• **Work required**: The lines needed are those below that contain the word "Звёздный"; copy each one.

Stored data entries:
┏━━

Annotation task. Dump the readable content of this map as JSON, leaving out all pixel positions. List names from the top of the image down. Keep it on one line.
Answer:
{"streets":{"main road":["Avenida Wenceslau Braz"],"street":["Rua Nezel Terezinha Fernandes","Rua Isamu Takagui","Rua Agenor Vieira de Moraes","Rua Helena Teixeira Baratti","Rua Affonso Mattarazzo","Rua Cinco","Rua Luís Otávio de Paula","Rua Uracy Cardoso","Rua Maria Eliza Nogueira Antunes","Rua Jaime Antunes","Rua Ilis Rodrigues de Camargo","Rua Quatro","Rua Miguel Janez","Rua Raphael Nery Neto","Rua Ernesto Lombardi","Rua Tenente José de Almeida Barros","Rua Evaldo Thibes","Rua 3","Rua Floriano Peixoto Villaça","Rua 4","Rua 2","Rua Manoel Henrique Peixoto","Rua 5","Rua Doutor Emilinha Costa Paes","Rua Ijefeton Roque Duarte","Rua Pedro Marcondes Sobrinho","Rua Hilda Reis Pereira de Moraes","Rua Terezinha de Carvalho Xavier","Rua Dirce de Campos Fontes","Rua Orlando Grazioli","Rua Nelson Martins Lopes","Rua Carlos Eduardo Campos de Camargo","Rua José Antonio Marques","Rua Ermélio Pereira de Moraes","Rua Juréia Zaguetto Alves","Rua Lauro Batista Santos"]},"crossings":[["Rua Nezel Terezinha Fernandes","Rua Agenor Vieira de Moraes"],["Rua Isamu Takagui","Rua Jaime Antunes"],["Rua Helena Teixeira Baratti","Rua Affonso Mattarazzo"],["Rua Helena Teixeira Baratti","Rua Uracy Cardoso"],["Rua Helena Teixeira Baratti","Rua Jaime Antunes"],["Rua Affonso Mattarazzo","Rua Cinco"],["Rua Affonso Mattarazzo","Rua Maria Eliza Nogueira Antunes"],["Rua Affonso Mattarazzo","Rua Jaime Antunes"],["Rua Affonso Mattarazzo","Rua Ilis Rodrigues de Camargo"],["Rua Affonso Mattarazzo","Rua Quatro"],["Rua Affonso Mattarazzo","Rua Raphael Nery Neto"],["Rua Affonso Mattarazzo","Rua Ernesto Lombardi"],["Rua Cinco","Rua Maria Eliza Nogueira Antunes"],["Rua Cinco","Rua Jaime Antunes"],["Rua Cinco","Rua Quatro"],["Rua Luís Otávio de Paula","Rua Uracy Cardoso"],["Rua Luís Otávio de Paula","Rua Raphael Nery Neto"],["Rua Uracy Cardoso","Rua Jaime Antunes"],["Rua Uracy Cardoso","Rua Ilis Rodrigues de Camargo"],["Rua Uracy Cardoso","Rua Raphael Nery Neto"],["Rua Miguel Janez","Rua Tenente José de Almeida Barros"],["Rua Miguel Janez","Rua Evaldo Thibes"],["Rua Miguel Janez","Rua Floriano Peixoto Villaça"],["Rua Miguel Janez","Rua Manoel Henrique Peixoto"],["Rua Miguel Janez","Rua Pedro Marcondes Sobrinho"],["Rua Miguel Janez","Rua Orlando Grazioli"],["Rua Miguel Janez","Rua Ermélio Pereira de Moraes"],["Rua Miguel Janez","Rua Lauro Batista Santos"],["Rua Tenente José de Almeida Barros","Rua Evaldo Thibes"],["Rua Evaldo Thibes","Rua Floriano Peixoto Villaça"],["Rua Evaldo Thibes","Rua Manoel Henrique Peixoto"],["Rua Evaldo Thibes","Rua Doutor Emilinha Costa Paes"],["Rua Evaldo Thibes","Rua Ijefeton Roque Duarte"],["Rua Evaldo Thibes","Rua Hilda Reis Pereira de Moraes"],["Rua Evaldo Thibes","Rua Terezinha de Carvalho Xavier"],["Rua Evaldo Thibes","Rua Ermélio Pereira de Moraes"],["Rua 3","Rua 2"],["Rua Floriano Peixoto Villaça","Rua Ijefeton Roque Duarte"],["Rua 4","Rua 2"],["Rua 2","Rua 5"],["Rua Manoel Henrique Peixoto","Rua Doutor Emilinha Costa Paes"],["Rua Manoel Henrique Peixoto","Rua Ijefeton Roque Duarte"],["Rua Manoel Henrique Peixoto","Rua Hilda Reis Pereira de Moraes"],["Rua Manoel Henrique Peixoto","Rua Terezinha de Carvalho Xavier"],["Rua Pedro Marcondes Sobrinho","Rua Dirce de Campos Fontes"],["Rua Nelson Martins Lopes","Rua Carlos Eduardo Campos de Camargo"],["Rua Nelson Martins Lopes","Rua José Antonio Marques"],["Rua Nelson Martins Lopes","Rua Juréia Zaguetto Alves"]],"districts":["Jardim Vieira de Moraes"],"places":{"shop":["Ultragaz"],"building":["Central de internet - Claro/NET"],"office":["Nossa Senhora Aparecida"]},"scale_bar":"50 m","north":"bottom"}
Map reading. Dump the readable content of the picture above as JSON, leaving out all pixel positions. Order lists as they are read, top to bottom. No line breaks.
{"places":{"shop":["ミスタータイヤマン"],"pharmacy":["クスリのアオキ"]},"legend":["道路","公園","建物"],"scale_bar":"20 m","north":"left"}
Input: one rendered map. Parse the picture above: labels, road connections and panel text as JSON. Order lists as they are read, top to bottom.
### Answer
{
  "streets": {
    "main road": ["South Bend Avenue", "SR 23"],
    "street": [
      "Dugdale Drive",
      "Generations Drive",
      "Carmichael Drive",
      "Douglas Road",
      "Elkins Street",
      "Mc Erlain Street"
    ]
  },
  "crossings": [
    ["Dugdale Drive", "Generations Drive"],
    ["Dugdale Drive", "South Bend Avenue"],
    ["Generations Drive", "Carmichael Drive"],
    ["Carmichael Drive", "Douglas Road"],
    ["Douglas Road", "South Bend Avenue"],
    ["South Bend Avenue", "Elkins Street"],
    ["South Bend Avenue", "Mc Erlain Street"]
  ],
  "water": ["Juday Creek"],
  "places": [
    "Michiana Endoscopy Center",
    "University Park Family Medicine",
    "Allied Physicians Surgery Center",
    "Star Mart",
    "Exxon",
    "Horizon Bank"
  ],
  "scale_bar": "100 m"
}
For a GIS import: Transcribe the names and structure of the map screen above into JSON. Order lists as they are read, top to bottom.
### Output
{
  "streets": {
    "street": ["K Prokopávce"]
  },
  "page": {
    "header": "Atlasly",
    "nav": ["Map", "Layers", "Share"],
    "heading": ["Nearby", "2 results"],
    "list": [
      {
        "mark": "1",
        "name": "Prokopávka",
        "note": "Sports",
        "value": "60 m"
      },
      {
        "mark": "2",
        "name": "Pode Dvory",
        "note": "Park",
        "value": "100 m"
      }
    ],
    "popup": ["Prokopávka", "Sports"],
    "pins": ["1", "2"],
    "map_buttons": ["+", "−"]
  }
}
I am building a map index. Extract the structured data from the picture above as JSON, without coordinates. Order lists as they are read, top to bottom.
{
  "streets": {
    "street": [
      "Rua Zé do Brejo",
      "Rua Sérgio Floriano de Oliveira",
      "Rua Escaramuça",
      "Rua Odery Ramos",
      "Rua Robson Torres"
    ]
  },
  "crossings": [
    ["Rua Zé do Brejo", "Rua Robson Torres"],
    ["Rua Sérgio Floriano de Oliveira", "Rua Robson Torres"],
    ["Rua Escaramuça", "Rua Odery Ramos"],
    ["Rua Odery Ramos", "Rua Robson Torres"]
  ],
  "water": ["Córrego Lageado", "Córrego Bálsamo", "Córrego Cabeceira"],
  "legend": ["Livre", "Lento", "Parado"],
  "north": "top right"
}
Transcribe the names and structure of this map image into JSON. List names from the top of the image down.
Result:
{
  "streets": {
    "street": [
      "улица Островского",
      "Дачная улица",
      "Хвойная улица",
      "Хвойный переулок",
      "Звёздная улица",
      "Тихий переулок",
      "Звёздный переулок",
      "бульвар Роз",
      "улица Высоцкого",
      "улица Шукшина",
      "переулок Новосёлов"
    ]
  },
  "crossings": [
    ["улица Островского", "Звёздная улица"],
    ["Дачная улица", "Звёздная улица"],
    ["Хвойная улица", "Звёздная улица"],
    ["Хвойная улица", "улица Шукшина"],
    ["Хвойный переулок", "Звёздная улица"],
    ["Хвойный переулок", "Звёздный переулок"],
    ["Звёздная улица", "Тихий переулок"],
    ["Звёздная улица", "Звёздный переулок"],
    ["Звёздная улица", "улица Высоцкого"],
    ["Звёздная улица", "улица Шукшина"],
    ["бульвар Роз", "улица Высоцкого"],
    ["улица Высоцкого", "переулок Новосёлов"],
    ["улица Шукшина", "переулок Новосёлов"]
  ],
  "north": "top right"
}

┗━━

• **Result for this exercise**:
      "Звёздный переулок",
    ["Хвойный переулок", "Звёздный переулок"],
    ["Звёздная улица", "Звёздный переулок"],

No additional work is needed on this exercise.